Register to receive our free weekly newsletter including editorials.

Home / 472

How to position your portfolio for stagflation

It’s hard enough to protect wealth in the current environment, let alone grow the value of investments. The prospect of stagflation is the latest black cloud on the horizon. Stagflation is broadly defined as a period of high and rising inflation, slow economic growth and relatively high unemployment. Whether Australia is susceptible remains to be seen, and even if there’s no need to panic, fears are on the rise.

The origins of stagflation

The term stagflation is often attributed to Iain Macleod, who was Britain’s shadow Chancellor in 1965 when he declared:

"We now have the worst of both worlds – not just inflation on the one side or stagnation on the other, but both of them together. We have a sort of 'stagflation' situation."
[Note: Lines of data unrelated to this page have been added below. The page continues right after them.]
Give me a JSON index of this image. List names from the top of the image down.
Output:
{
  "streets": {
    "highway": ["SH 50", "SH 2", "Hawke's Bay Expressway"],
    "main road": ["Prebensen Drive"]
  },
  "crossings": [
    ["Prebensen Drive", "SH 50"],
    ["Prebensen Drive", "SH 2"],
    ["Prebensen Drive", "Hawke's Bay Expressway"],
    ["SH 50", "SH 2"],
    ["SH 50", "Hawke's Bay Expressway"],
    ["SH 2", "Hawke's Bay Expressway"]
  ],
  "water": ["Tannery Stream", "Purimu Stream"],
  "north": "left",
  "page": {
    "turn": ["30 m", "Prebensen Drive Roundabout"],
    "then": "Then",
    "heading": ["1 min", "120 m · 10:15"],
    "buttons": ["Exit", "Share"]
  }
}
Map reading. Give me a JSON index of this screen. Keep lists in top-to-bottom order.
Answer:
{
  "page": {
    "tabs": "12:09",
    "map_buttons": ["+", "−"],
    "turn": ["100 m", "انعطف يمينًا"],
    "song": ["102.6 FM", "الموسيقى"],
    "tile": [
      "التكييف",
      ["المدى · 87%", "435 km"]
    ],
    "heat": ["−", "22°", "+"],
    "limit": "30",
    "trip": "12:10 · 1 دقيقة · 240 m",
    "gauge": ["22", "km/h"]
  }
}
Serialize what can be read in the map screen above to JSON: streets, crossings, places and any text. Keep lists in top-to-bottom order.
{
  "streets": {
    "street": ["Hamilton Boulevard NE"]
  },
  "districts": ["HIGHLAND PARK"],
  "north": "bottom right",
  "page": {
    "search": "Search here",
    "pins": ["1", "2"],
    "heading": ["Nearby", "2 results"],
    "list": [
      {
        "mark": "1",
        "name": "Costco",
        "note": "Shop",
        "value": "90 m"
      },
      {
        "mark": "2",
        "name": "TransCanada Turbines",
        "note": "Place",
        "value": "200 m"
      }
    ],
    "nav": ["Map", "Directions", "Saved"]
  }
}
According to economic theory of the day, inflation and unemployment were inversely related. Rising prices were seen as a sign of an expanding economy which, in turn, drove employment up. It formed the basis of misguided policy which is largely blamed for the rise of UK stagflation. But it was the oil crisis of 1973 that triggered the problem in other parts of the Western world.

Arab members of the Organization of the Petroleum Exporting Countries (OPEC) proclaimed an embargo on nations that supported Israel during the Yom Kippur War. The supply side shock caused ‘gas’ prices in the US to take off. The stock market crashed, and the country fell into a deep recession. Unemployment climbed globally and in Australia annual inflation topped 15% by the middle of the decade.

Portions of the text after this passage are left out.